TASK ITEM » Hunt through the entries for the word "breaks" and copy each line in which it appears.

Stored data entries

----------------------------------------

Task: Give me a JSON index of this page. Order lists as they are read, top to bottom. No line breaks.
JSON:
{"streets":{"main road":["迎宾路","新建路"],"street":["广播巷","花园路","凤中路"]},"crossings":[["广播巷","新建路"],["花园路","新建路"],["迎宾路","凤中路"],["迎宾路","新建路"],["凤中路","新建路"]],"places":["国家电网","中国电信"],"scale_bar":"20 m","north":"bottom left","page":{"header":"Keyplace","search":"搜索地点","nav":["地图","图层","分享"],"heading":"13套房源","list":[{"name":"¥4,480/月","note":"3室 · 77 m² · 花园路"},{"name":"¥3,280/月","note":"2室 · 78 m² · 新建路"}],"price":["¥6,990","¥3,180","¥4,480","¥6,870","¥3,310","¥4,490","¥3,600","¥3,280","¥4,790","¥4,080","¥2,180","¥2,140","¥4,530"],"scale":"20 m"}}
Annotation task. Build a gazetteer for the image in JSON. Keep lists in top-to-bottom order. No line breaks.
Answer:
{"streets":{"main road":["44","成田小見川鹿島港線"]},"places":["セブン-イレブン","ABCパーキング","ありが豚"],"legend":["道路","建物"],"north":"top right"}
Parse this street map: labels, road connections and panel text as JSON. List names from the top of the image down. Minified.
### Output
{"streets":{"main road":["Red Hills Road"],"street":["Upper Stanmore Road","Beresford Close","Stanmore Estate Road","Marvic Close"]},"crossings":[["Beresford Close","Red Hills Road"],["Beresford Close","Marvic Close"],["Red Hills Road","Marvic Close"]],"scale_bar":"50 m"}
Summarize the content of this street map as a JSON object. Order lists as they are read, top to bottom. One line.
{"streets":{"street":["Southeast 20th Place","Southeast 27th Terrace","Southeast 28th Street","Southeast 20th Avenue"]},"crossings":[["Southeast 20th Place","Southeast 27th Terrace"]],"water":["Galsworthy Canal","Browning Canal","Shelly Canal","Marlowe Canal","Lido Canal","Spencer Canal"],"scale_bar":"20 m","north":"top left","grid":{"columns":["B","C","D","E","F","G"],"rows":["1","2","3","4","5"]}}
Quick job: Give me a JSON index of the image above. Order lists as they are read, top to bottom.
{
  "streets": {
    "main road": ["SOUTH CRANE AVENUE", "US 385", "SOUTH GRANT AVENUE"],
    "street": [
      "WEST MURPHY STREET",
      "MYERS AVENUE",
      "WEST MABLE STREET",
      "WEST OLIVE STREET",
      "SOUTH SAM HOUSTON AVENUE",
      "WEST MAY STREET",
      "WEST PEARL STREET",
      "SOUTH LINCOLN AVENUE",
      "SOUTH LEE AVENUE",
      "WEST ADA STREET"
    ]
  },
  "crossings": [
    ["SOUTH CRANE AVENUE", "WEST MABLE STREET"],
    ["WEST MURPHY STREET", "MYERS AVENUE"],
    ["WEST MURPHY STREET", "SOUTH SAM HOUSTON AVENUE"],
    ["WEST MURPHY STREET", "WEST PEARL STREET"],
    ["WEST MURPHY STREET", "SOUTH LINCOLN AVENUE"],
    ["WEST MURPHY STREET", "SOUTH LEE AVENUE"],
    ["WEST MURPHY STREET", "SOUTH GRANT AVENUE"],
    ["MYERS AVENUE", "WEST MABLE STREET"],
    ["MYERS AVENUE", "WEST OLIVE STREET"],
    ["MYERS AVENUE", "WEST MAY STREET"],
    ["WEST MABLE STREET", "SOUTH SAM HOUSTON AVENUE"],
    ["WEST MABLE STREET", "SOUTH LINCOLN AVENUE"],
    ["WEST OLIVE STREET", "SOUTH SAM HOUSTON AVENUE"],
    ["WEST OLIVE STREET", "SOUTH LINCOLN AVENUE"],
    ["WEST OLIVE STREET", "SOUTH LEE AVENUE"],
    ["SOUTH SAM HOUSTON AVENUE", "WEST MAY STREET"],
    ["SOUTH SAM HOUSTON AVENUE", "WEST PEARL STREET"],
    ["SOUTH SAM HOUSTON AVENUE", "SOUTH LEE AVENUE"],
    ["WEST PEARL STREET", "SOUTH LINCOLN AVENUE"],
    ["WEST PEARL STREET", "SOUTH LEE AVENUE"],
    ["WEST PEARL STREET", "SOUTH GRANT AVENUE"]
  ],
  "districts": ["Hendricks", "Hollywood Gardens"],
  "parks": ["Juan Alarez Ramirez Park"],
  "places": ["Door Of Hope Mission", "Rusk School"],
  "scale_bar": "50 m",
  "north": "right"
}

----------------------------------------

ANSWER BOX »
Task: Give me a JSON index of this page. Order lists as they are read, top to bottom. No line breaks.
Annotation task. Build a gazetteer for the image in JSON. Keep lists in top-to-bottom order. No line breaks.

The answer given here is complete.